:: Extracted information

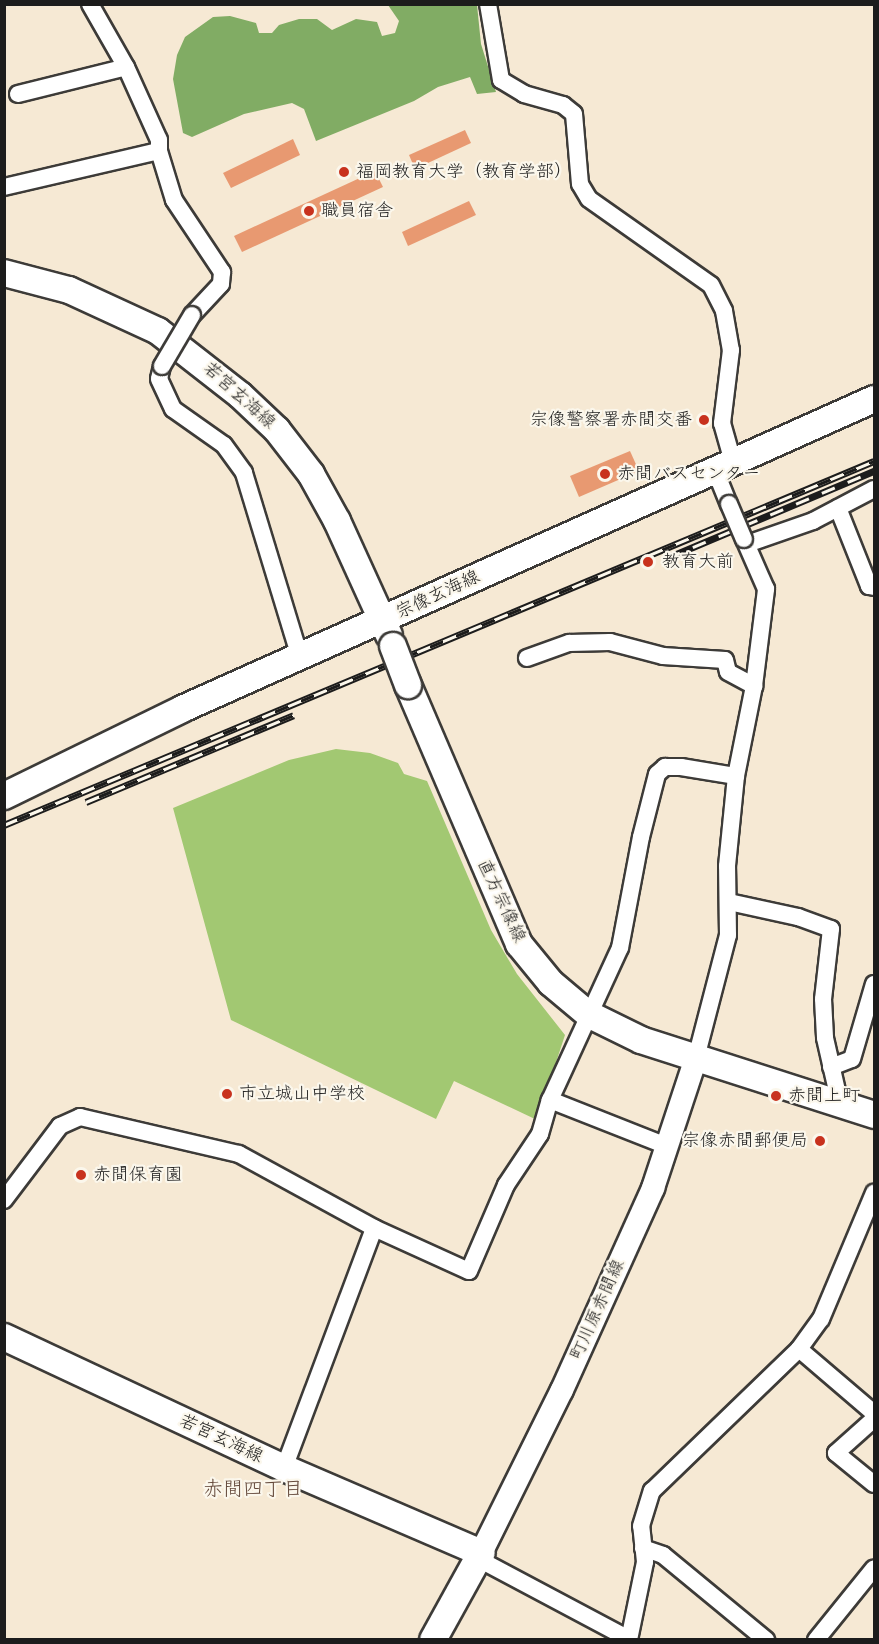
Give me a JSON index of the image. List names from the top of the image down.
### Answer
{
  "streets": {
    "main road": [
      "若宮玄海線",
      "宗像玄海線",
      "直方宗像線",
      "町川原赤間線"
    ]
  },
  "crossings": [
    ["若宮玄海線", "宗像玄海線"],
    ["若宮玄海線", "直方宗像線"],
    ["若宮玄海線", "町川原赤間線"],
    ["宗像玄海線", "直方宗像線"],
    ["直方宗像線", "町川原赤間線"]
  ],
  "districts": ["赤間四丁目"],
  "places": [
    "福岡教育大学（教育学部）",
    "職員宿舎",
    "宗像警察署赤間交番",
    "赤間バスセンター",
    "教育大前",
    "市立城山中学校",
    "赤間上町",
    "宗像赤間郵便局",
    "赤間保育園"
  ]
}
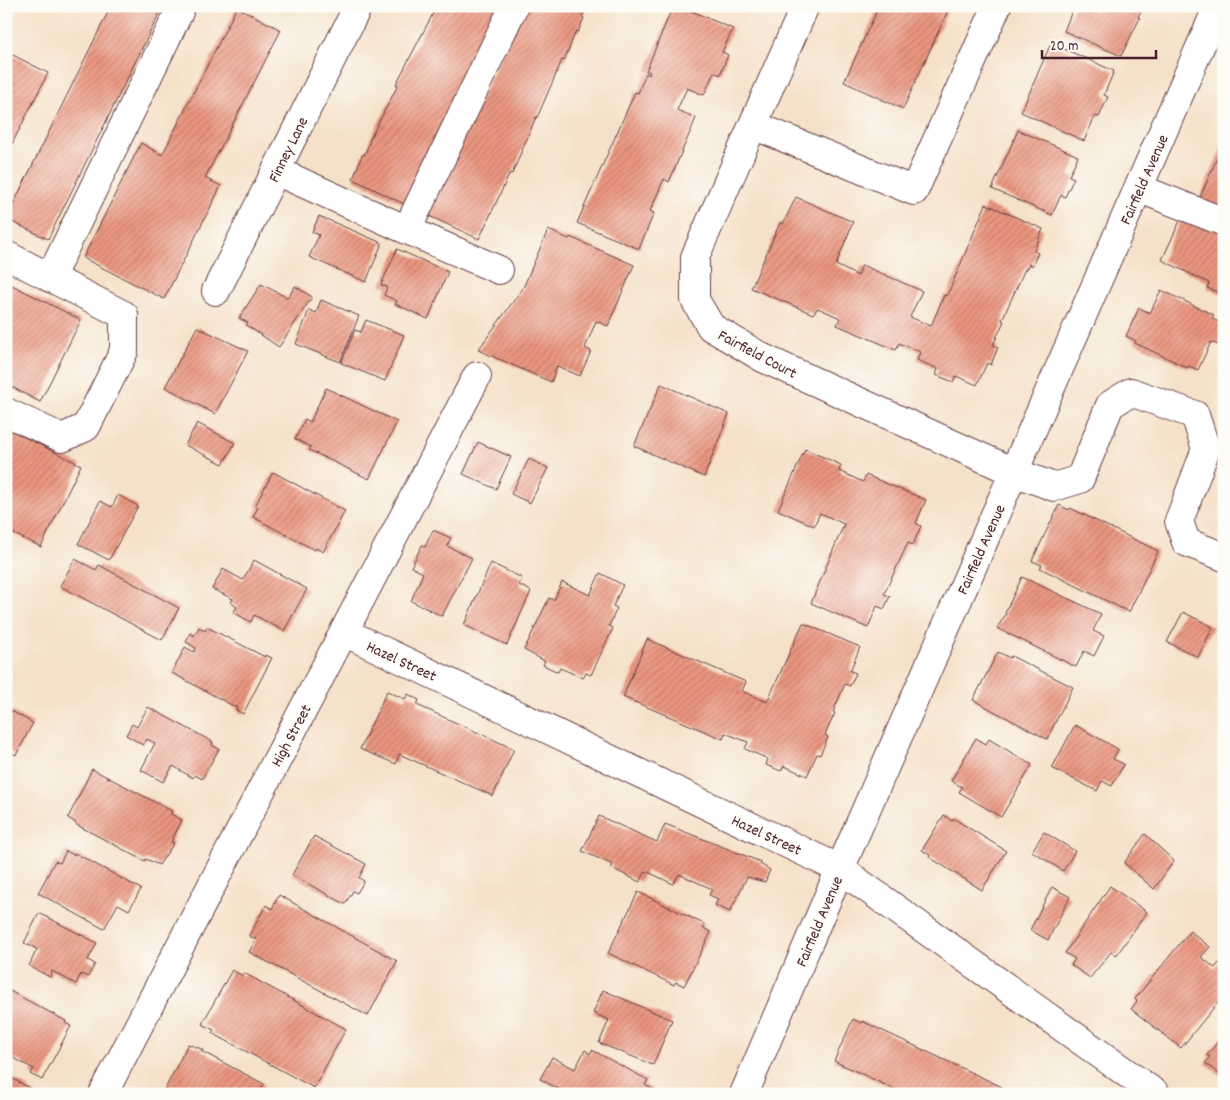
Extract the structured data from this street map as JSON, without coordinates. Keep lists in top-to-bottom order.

::::

* [Work order]: Search the entries for the word "from" and pick out every line that holds it.

* [Response to this exercise]:
Give me a JSON index of the image. List names from the top of the image down.
Extract the structured data from this street map as JSON, without coordinates. Keep lists in top-to-bottom order.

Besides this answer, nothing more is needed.